その音で我に返ると、スタッフ全員が唖然としてこちらを見ていた。私は何も言わずにそのままバックヤードに逃げ込み、裏口から店の外に飛び出した。
* * *
「怒りはな、脳が自分を守るために発動させる『緊急モード』の一種じゃ」
いつものように緑茶を淹れてくれたヨーダが言う。
「以前にも触れた扁桃体が、ここでも主役じゃな。扁桃体は外部から過度の刺激を受けると、脳全体を乗っ取って暴走をはじめる。扁桃体ハイジャックなどとも呼ばれるが、じつはこれが怒りの正体じゃ[*01]。扁桃体が暴走すると、アドレナリンが分泌されて脳の思考活動が抑制されるので、前後の見境がなくなったりもする。今回のナツのようにな……。

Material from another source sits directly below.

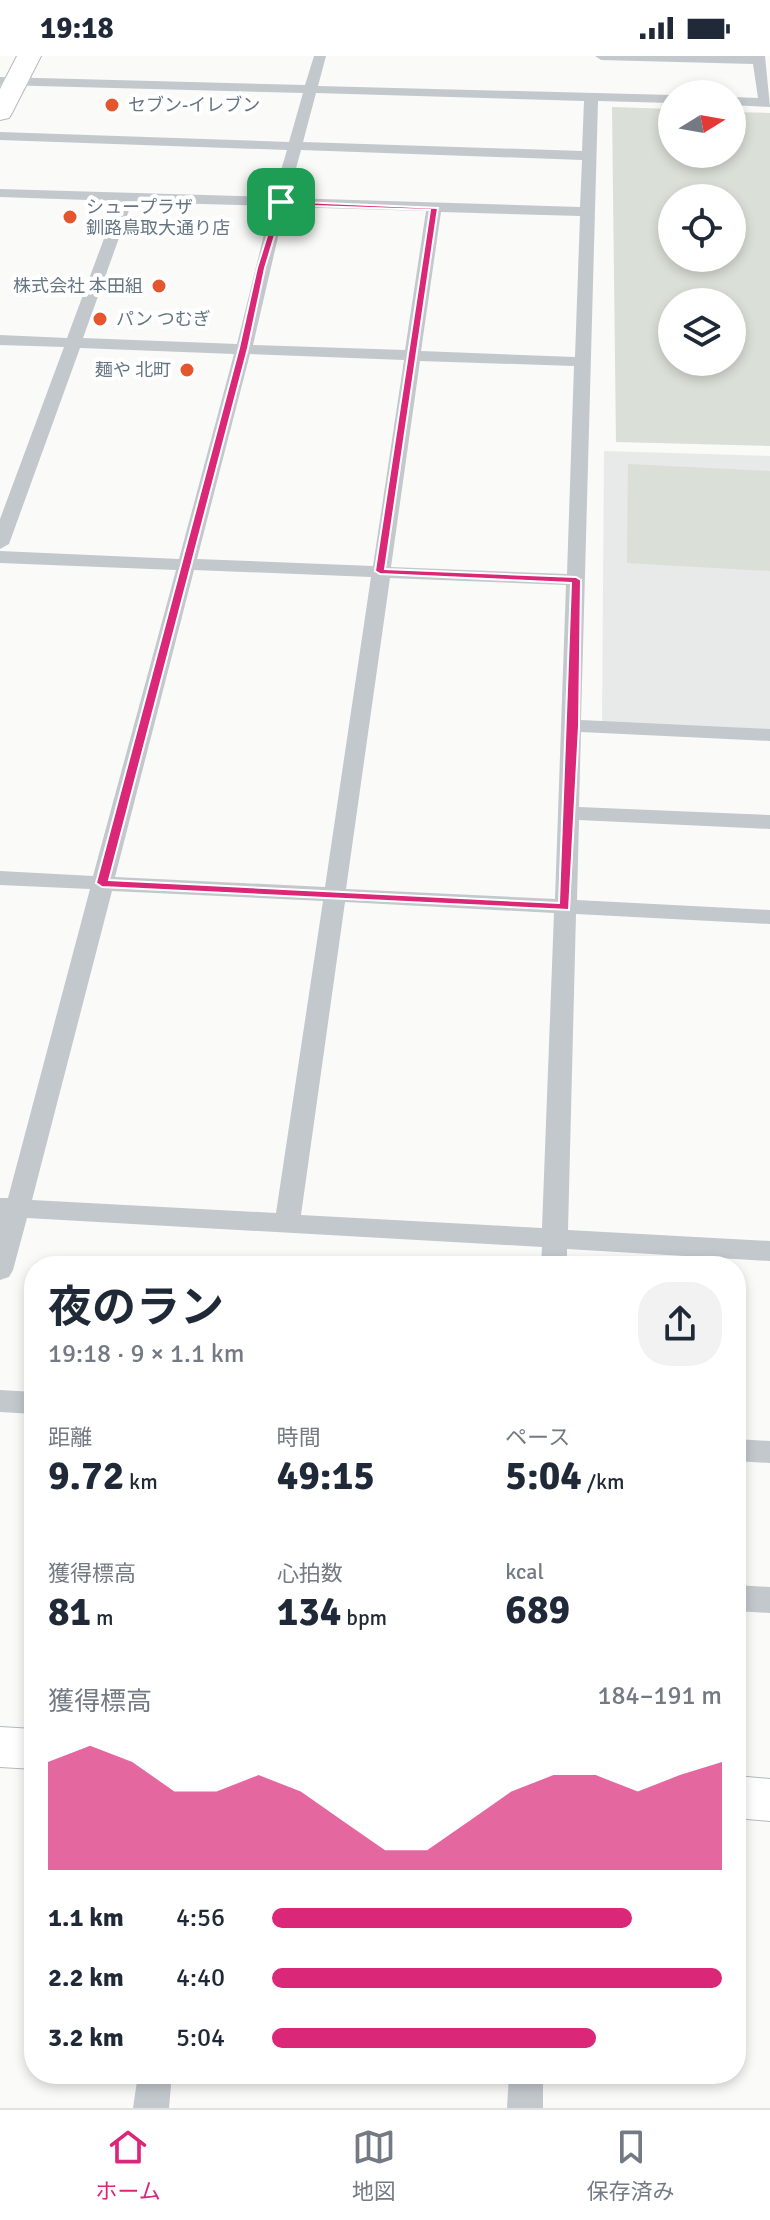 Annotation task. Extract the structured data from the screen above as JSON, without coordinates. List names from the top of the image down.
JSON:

怒りは瞬間的な感情じゃし、背景が複雑だったりもするので、臨床の場でも治療に苦労しているのが現状じゃ。最近では、認知療法に基づいた『アンガー・マネジメント』プログラムが注目されたりもしているが、正直言って、効果はいまひとつじゃな」
マインドフルネスによって自分をコントロールできるようになってきた――そんな手応えが私の中には生まれはじめていた。しかし、今回のブラッドとの一件で、芽生えかけていた自信は瓦解していた。